Прошел примерно еще час. Небо и не думало успокаиваться. Под столом стояло три бутылки пива. Я курил четвертую сигарету. Спать не хотелось.
— Долго зачем, — вздохнул японец, — нехорошо это.
— Ну… — я пожал плечами, — наверное, такие дела быстро не делаются.
— Нет, — покачал головой японец, — я знаю. — И добавил по-японски: — Тада кассэн ни ва дзуйбун дэта га… Много-много Драконы возил. Семь языков говорю. Такое надо быстро. Долго — много мертвый… Плохое зачем?
Небо вновь полыхнуло, на этот раз еще ярче, но вспышка не улеглась сразу, как в первый раз, а медленно поплыла к горизонту. Так кровь или масло стекают по плоскости… Правильно сделал тот рекламный дирижабль, что удрал…
Из штабной палатки вылетел заспанный денщик. Что-то крикнул. Японец вскочил, побежал к палатке, но из нее уже выскакивали Братья Драконы в белых кимоно с мечами в руках. Японец развернулся на каблуках и, причитая по-своему, побежал к кунгу.

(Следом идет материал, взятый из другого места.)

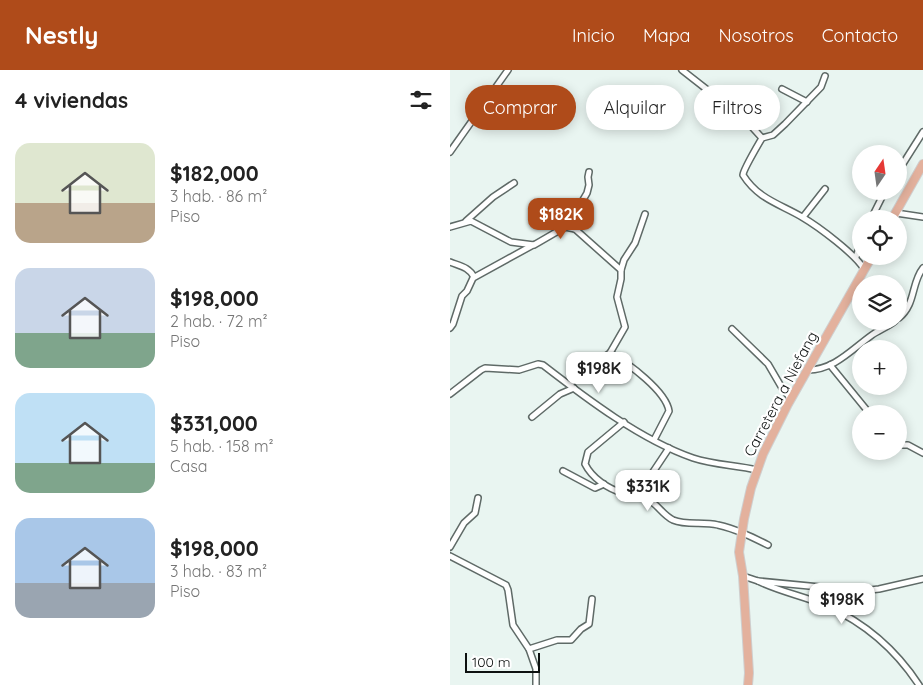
<!DOCTYPE html>
<html lang="es">
<head>
<meta charset="utf-8">
<style>
	:root { --surface:#fff; --page:#f2f2f2; --text:#222; --muted:#767676; --accent:#af4b1a }
	body { margin:0; font-family:Quicksand,sans-serif; background:var(--page); color:var(--text); height:100vh; display:flex; flex-direction:column; font-size:19px; white-space:nowrap }
	* { box-sizing:border-box; margin:0 }
	p { font-size:16px; color:var(--muted) }
	.icon { flex:none; width:28px; height:28px; fill:none; stroke:currentColor; stroke-width:2; stroke-linecap:round; stroke-linejoin:round }
	.map { position:relative; flex:1; overflow:hidden }
	.details { display:flex; flex-direction:column; background:var(--surface); width:450px }
	.details>* { flex:none }
	.top-card { position:absolute; left:15px; top:15px; width:382px; height:45px; display:flex; gap:10px }
	.needle { width:32px; rotate:13deg }
	.buttons { position:absolute; left:402px; top:75px; display:grid; gap:10px }
	.buttons a { display:grid; place-items:center; width:55px; height:55px; border-radius:50%; background:var(--surface); box-shadow:0 2px 12px #0003; font-size:25px }
	.scale { position:absolute; left:15px; bottom:12px; width:75px; box-sizing:border-box; padding-left:5px; border:2px solid #0d1110; border-top:0; font-size:14px; line-height:18px; white-space:nowrap; color:#0d1110; -webkit-text-stroke:4px #fff; paint-order:stroke }
	.price { position:absolute; translate:-50% -42px; padding:0 11px; border-radius:10px; background:#fff; color:#222; font-size:16px; line-height:32px; filter:drop-shadow(0 1px 2px #0008) }
	.price::after { content:''; position:absolute; left:50%; top:30px; width:15px; height:11px; margin-left:-8px; background:inherit; clip-path:polygon(0 0,100% 0,50% 100%) }
	.price.selected { background:var(--accent); color:#fff }
	ul { padding:0; list-style:none }
	li { display:flex; align-items:center; gap:15px; height:125px; padding:0 15px }
	li span { display:grid; place-items:center; flex:none; width:140px; height:100px; border-radius:15px; color:#555 }
	li>.icon { margin-inline-start:auto }
	span .icon { width:60px; height:60px; fill:#fffc; stroke-width:1 }
	li b { font-size:21px }
	h2 { display:flex; justify-content:space-between; align-items:center; height:60px; padding:0 15px; font-size:21px }
	.tag { padding:0 18px; border-radius:22px; background:var(--surface); box-shadow:0 2px 12px #0003; font-size:18px; line-height:45px }
	.tag.selected { background:var(--accent); color:#fff }
	header { display:flex; align-items:center; gap:30px; box-sizing:border-box; height:70px; padding:0 25px; background:var(--accent); color:#fff }
	header strong { font-size:24px }
	nav { display:flex; gap:28px; margin-inline-start:auto; font-size:18px }
	main { display:flex; flex:1; min-height:0 }
	.map>svg:first-child { display:block }
	.lines { fill:none; stroke-linecap:round; stroke-linejoin:round }
	.minor-casing { stroke:#5f6a67; stroke-width:8 }
	.primary-casing { stroke:#cfcfcf; stroke-width:10 }
	.minor { stroke:#fff; stroke-width:5 }
	.primary { stroke:#e3b19d; stroke-width:8 }
	.labels { text-anchor:middle; stroke-width:4.5; stroke-linejoin:round; paint-order:stroke }
	.street-label { font-size:15px; fill:#0d1110; stroke:#fff }
</style>
</head>
<body>
<header>
<strong>Nestly</strong>
<nav><a>Inicio</a><a>Mapa</a><a>Nosotros</a><a>Contacto</a></nav>
</header>
<main>
<section class="details">
<h2>4 viviendas<svg class="icon" aria-label="filters" viewBox="0 0 24 24"><path d="M4 7h16M4 17h16"/><circle cx="9" cy="7" r="2"/><circle cx="15" cy="17" r="2"/></svg></h2>
<ul>
<li><span style="background:linear-gradient(#dfe7d0 60%,#b9a48a 0)"><svg class="icon" aria-label="home" viewBox="0 0 24 24"><path d="M3 11l9-7 9 7M6 9v11h12V9"/></svg></span><div><b>$182,000</b><p>3 hab. · 86 m²</p><p>Piso</p></div></li>
<li><span style="background:linear-gradient(#c9d6e8 65%,#7fa58c 0)"><svg class="icon" aria-label="home" viewBox="0 0 24 24"><path d="M3 11l9-7 9 7M6 9v11h12V9"/></svg></span><div><b>$198,000</b><p>2 hab. · 72 m²</p><p>Piso</p></div></li>
<li><span style="background:linear-gradient(#bfe0f5 70%,#7fa58c 0)"><svg class="icon" aria-label="home" viewBox="0 0 24 24"><path d="M3 11l9-7 9 7M6 9v11h12V9"/></svg></span><div><b>$331,000</b><p>5 hab. · 158 m²</p><p>Casa</p></div></li>
<li><span style="background:linear-gradient(#a9c7e8 65%,#9aa5b1 0)"><svg class="icon" aria-label="home" viewBox="0 0 24 24"><path d="M3 11l9-7 9 7M6 9v11h12V9"/></svg></span><div><b>$198,000</b><p>3 hab. · 83 m²</p><p>Piso</p></div></li>
</ul>
</section>
<div class="map">
<svg width="473" height="615" viewBox="0 0 473 615">
	<rect width="100%" height="100%" fill="#e9f5f1"/>
	<g class="lines">
		<g class="minor-casing">
			<g id="minor">
				<path d="M232,0l46,36 9,11 15,10 10,11"/>
				<path d="M375,6l-4,11 -36,37 -12,11 -11,3c-4,7 -19,32 -19,37 15,24 37,29 59,42 17,10 53,37 62,52"/>
				<path d="M332,19l25,13"/>
				<path d="M0,82l58,-82"/>
				<path d="M449,100l24,-38"/>
				<path d="M446,143l27,4"/>
				<path d="M353,147l22,-28"/>
				<path d="M421,149l14,-28"/>
				<path d="M16,151l27,-24 21,-14"/>
				<path d="M0,157l21,-6 40,21 23,3 31,-18 10,2 46,41v9l-4,18 8,30 -15,26 -30,20 -10,12"/>
				<path d="M125,159l2,-19 10,-17 2,-8 -1,-8 1,-5"/>
				<path d="M406,187l5,-15"/>
				<path d="M0,192c10,4 19,5 24,15"/>
				<path d="M171,200l3,-10 11,-17 10,-29"/>
				<path d="M449,248c17,-14 12,-35 24,-50"/>
				<path d="M0,258l3,-4 9,-28 5,-5 6,-13 60,-33"/>
				<path d="M282,259l36,35 14,24 9,11"/>
				<path d="M160,283c18,10 56,38 59,58l-15,29"/>
				<path d="M380,295l40,49"/>
				<path d="M358,300c26,0 43,-20 64,-35 7,-5 16,-8 23,-14"/>
				<path d="M0,324l31,-24 4,-2 34,2 19,-6 5,1c44,34 98,75 150,93 21,7 43,7 64,12"/>
				<path d="M82,347l28,-23 14,-6"/>
				<path d="M174,352l-36,30 -3,12c7,14 23,25 38,29 9,2 18,3 26,7 9,5 14,15 24,20 14,6 30,1 45,5 18,4 34,12 50,20"/>
				<path d="M449,371l4,4h5l15,8"/>
				<path d="M113,401l32,17 9,-4"/>
				<path d="M187,426l32,-48"/>
				<path d="M0,477l14,-24 11,-10 3,-15"/>
				<path d="M0,486l56,29 2,5 5,35 16,24 7,20v16"/>
				<path d="M293,506l15,5 103,10 18,-2 44,-10"/>
				<path d="M308,511c22,11 46,15 69,25 38,17 69,44 92,79"/>
				<path d="M79,579l28,-9h14l10,-11 8,-5 3,-25"/>
			</g>
		</g>
		<g class="primary-casing">
			<g id="primary">
				<path d="M442,149l31,-55"/>
				<path d="M298,615l1,-12 -6,-97 -4,-24 5,-33 7,-31 12,-34 25,-50 84,-148"/>
			</g>
		</g>
		<use href="#minor" class="minor"/>
		<use href="#primary" class="primary"/>
	</g>
	<g class="labels">
		<g class="street-label">
			<text transform="translate(331 324) rotate(-62)" y="5">Carretera a Niefang</text>
		</g>
	</g>
</svg>
<div class="buttons">
<a><svg class="needle" viewBox="-14 -14 28 28"><path d="M0-13l5 13h-10z" fill="#e53935"/><path d="M0 13l5-13h-10z" fill="#767676"/></svg></a>
<a><svg class="icon" aria-label="locate" viewBox="0 0 24 24"><circle cx="12" cy="12" r="6"/><path d="M12 2v4M12 18v4M2 12h4M18 12h4"/></svg></a>
<a><svg class="icon" aria-label="layers" viewBox="0 0 24 24"><path d="M12 4l9 5-9 5-9-5zM3 14l9 5 9-5"/></svg></a>
<a>+</a>
<a>−</a>
</div>
<div class="scale">100 m</div>
<b class="price selected" style="left:111px;top:170px">$182K</b>
<b class="price" style="left:149px;top:324px">$198K</b>
<b class="price" style="left:198px;top:442px">$331K</b>
<b class="price" style="left:392px;top:555px">$198K</b>
<div class="top-card">
<a class="tag selected">Comprar</a>
<a class="tag">Alquilar</a>
<a class="tag">Filtros</a>
</div>
</div>
</main>
</body>
</html>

— Во как, — снова невесть откуда появился Серега, — видно, дрянь дело, раз и этих алеутов туда посылают.
— Они японцы.
— А какая разница? Слышь, Ромыч, угостика сига…
Не знаю, что я такое почувствовал… Во мне что-то перевернулось и вдруг стало тяжело дышать. Помню, как я вскочил, бросился к палатке и сразу наткнулся на свой рюкзак. Выдернул черный вакидзаси, «макара» своего нащупал и выскочил наружу. У стола, удивленно хлопая глазами, стоял простой парень Серега Дымарев. Кунг японцев уже разворачивался на выезд с места Хорезм. Я рванул по прямой, через ограду полевой кухни, выскочил на дорогу и успел вспрыгнуть на подножку. Японец наклонился, открыл дверь, впустил меня в кабину.
— Я с вами, — задыхаясь, пробормотал я.
— Понимает, — сказал японец и часто-часто закивал, — твой город, да. Понимает.
Потом он заметил у меня в руках вакидзаси и улыбнулся, но ничего не сказал.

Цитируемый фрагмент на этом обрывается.